These items were partly offset by a 2.3% decrease in same-store sales for our corporate and franchise stores. The drop in same-store sales is due to consumer caution in their discretionary spending and the decline in residential housing starts. Ontario, Quebec and the Atlantic provinces were less affected by the decline in sales, and Western Canada was more affected, particularly in British Columbia, where the referendum on the sale-tax harmonization delayed major capital projects. The decrease in same-store sales was, however, less pronounced than expected following strong demand late in the quarter, compared to last year, for construction materials, paint and installation services. Private and controlled brands continued to perform well during the quarter, with a penetration rate of 27% at the end of the quarter, compared to 24% a year ago. The Commercial and Professional Market division also continued to perform well, with revenues, including acquisitions, up almost 30%.

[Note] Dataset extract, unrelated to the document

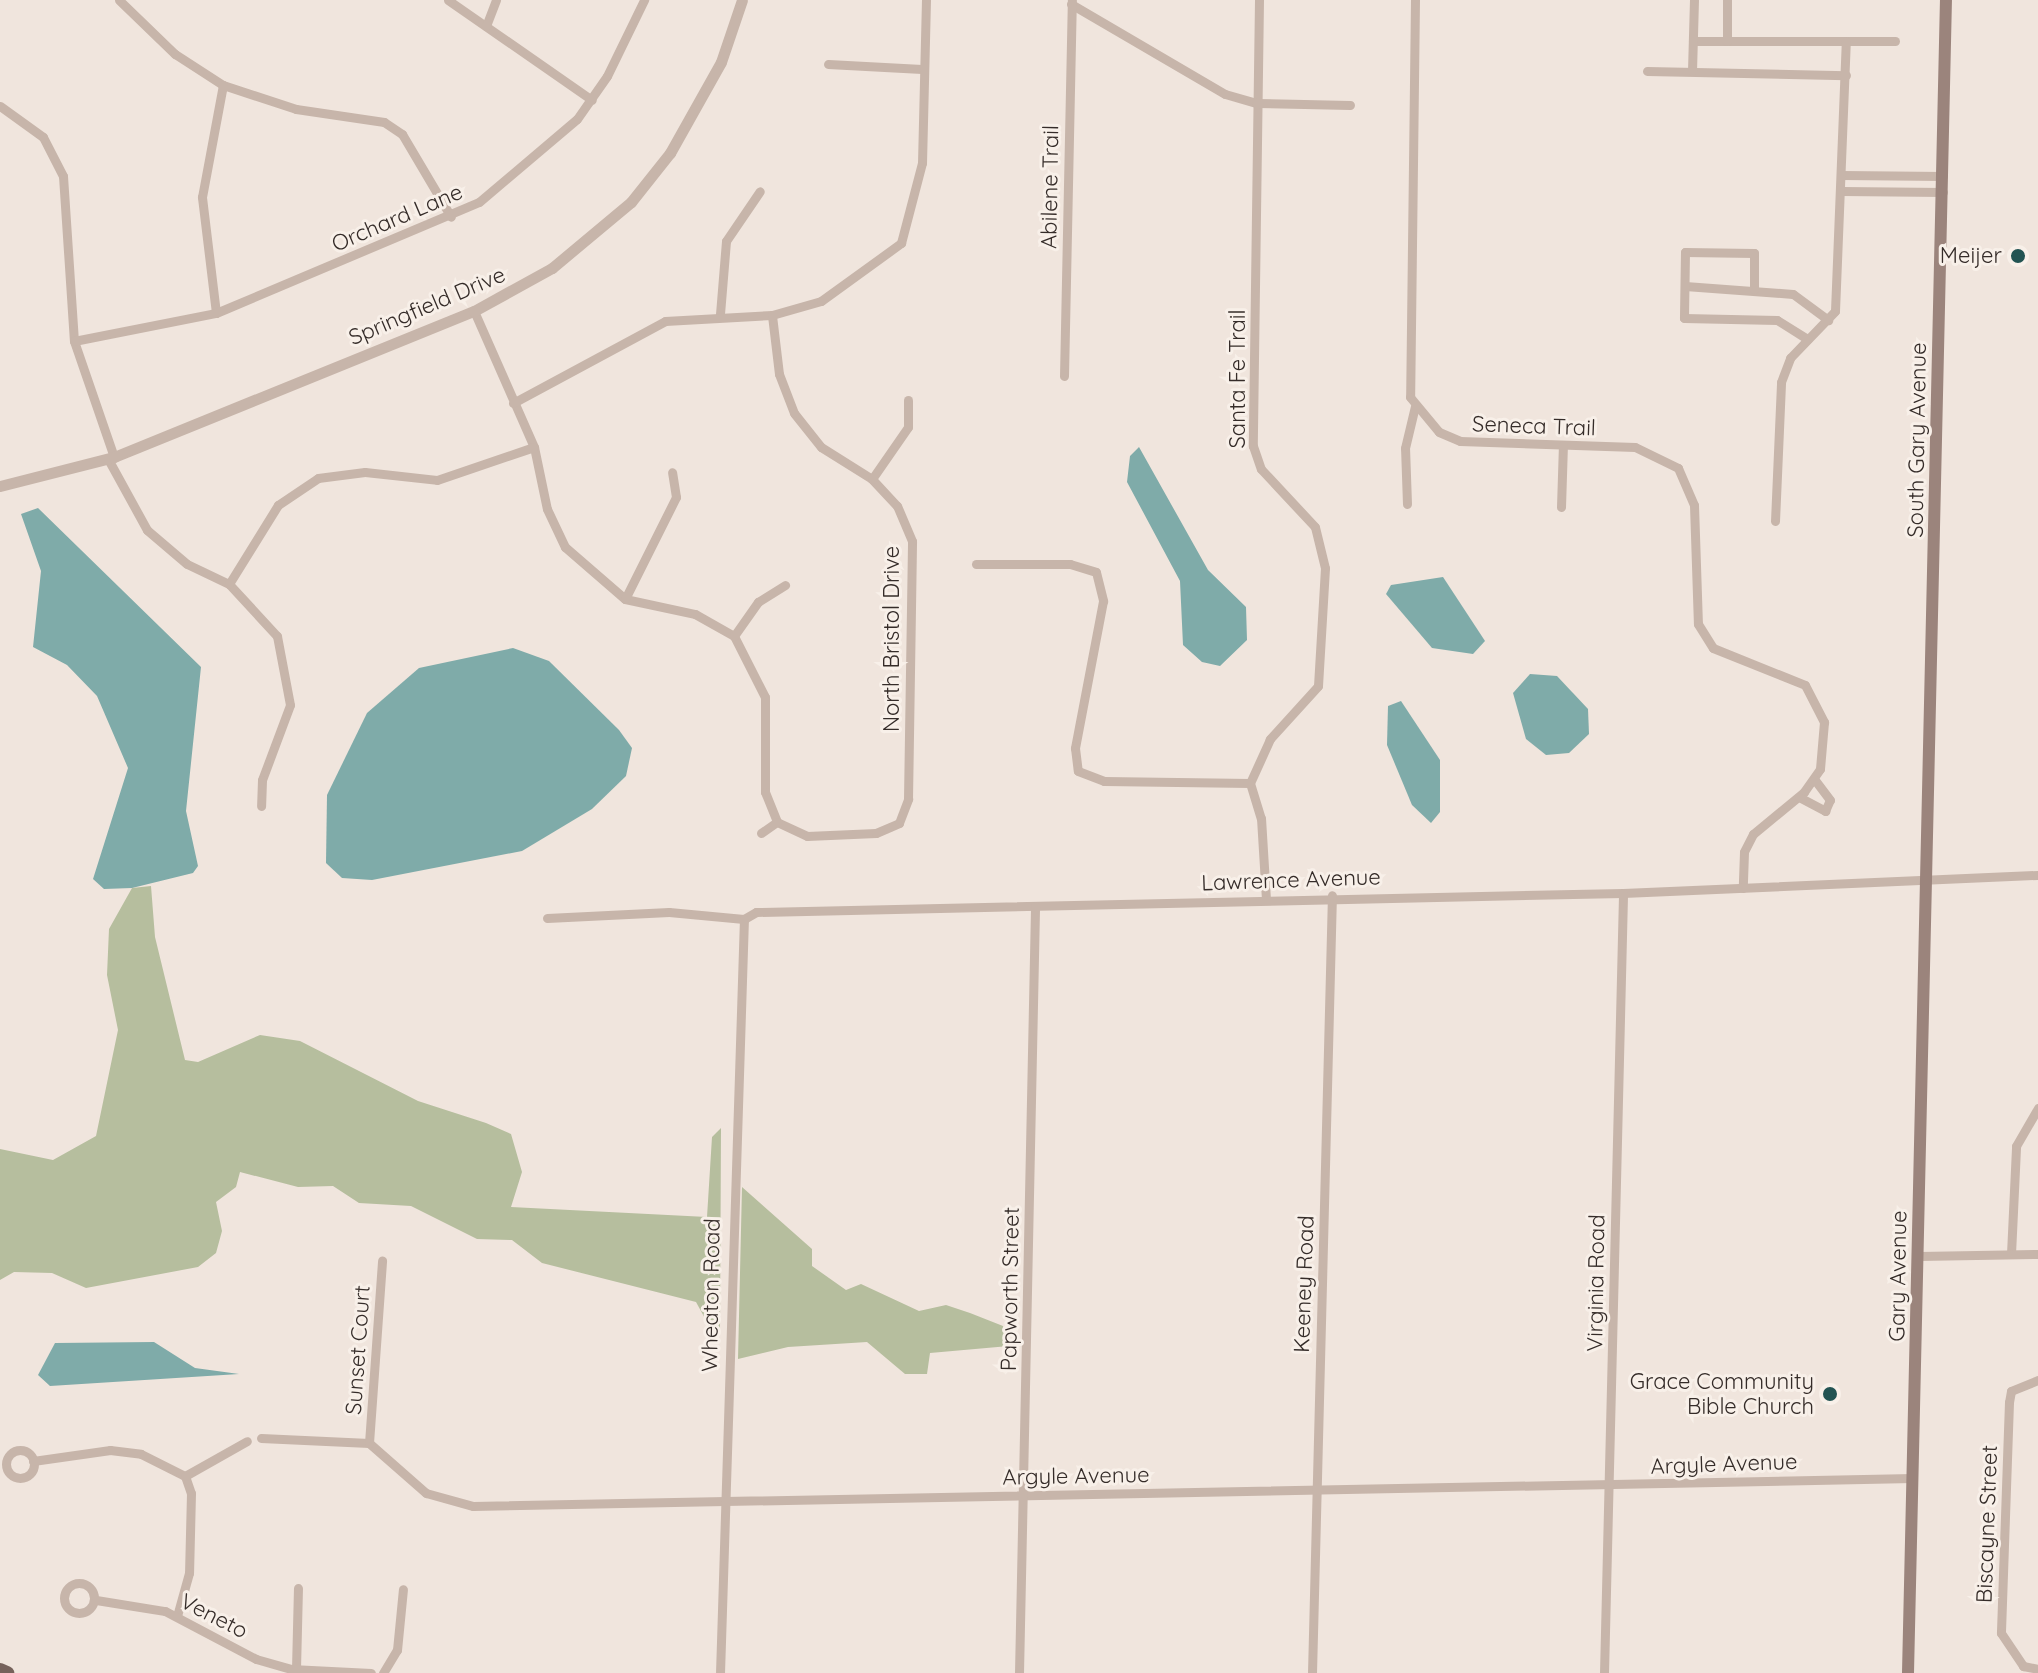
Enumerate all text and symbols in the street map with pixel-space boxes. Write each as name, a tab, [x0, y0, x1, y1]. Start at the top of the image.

In the fourth quarter, the unusual items mentioned above in the "Unusual Items" section had an impact on EBITDA, with EBITDA dropping from $64.8 million in 2010 to $37.2 million in 2011. Excluding unusual items, EBITDA amounted to $65.9 million, up $1.1 million, or 1.6%, compared to $64.8 million in fourth quarter 2010. EBITDA margin excluding unusual items fell slightly, from 5.69% in fourth quarter 2010 to 5.63% in 2011, in line with the Corporation's objectives announced for the second half of fiscal 2011 as a whole. Growth in EBITDA stems mainly from acquisitions and the opening of new corporate stores which quickly reached the anticipated level of profitability, especially the proximity stores. Excluding acquisitions and new stores, net of closures and divestitures, the $12.5 million, or 4.7% reduction in organic selling and administrative expense was adversely offset by the impact on EBITDA of lower same-store sales.

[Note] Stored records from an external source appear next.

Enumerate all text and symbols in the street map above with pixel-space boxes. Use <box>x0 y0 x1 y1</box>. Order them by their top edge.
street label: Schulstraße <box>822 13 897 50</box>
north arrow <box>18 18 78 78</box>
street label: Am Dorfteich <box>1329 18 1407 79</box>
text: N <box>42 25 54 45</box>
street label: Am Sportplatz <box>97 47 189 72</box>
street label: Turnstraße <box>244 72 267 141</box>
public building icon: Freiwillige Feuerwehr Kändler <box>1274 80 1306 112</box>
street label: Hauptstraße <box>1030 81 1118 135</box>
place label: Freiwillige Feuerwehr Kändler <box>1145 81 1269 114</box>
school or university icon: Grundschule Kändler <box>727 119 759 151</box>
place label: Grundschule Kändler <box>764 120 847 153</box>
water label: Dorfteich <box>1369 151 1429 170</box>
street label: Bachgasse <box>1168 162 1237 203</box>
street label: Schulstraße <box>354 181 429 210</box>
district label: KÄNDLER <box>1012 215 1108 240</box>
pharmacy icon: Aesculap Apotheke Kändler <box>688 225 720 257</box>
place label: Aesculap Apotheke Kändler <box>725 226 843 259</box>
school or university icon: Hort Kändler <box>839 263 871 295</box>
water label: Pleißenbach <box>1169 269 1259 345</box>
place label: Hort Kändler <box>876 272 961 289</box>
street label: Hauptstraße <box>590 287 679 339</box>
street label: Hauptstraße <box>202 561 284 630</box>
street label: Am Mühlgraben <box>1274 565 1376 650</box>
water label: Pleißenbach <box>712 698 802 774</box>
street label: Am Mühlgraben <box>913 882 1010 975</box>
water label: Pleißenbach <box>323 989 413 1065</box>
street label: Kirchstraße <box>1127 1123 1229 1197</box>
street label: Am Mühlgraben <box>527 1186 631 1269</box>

As mentioned above, unusual items affected RONA's operating results and net income, with net income attributable to owners of RONA inc. going from $20.0 million in fourth quarter 2010 to a net loss of $151.2 million in 2011. Excluding unusual items, net income attributable to owners of RONA inc. amounted to $22.1 million, compared to $20.0 million in the fourth quarter 2010. The increase is due to higher operating profit. Net earnings excluding unusual items attributable to participating shares after the dividend on preferred shares amounted to $19.7 million, compared to $20.0 million, or $0.15 per share diluted, compared to $0.15 per share diluted in fourth quarter 2010. This result is in line with the objectives announced by the Corporation for the second half of fiscal 2011.

CONSOLIDATED RESULTS FOR FISCAL 2011

The results analyzed in this section are for the fiscal year ended December 25, 2011 and, when compared, are compared to results for the fiscal year ended December 26, 2010, unless otherwise indicated.

Consolidated revenues stood at $4,804.6 million, down $15.0 million, or 0.3% from 2010. This slight decrease is due to a decline of 7.3%, or close to $300 million in same-store sales, which was almost entirely offset by acquisitions, the opening of new corporate stores and the good performance of the Commercial and Professional Market division. In addition, existing dealer expansion projects and higher loyalty rates resulted in higher sales in the distribution segment, despite a decrease due to RONA's acquisition of some dealers and lower same-store sales for affiliate dealers, which however, was less pronounced than for the corporate stores.

The decrease in same-store sales stems from the poor weather conditions in the first half of the year, particularly in March, April and May all across the country, as well as the decline in housing starts, the absence of the home renovation tax credit in the first part of the year compared to last year, and consumers' careful approach to their renovation projects. Market conditions gradually improved starting in July, but the downward pressure on same-store sales continued. Ontario and the Atlantic provinces were least affected by the drop in sales, while Western Canada, and particularly British Columbia, were most affected; in British Columbia the referendum on the sales tax harmonization delayed major capital projects. Same-store sales were very good in December, and even grew. However, downward pressure returned in January 2012 given the low confidence levels of Canadian consumers, which was affected by the significant economic uncertainty which continued into the beginning of the year.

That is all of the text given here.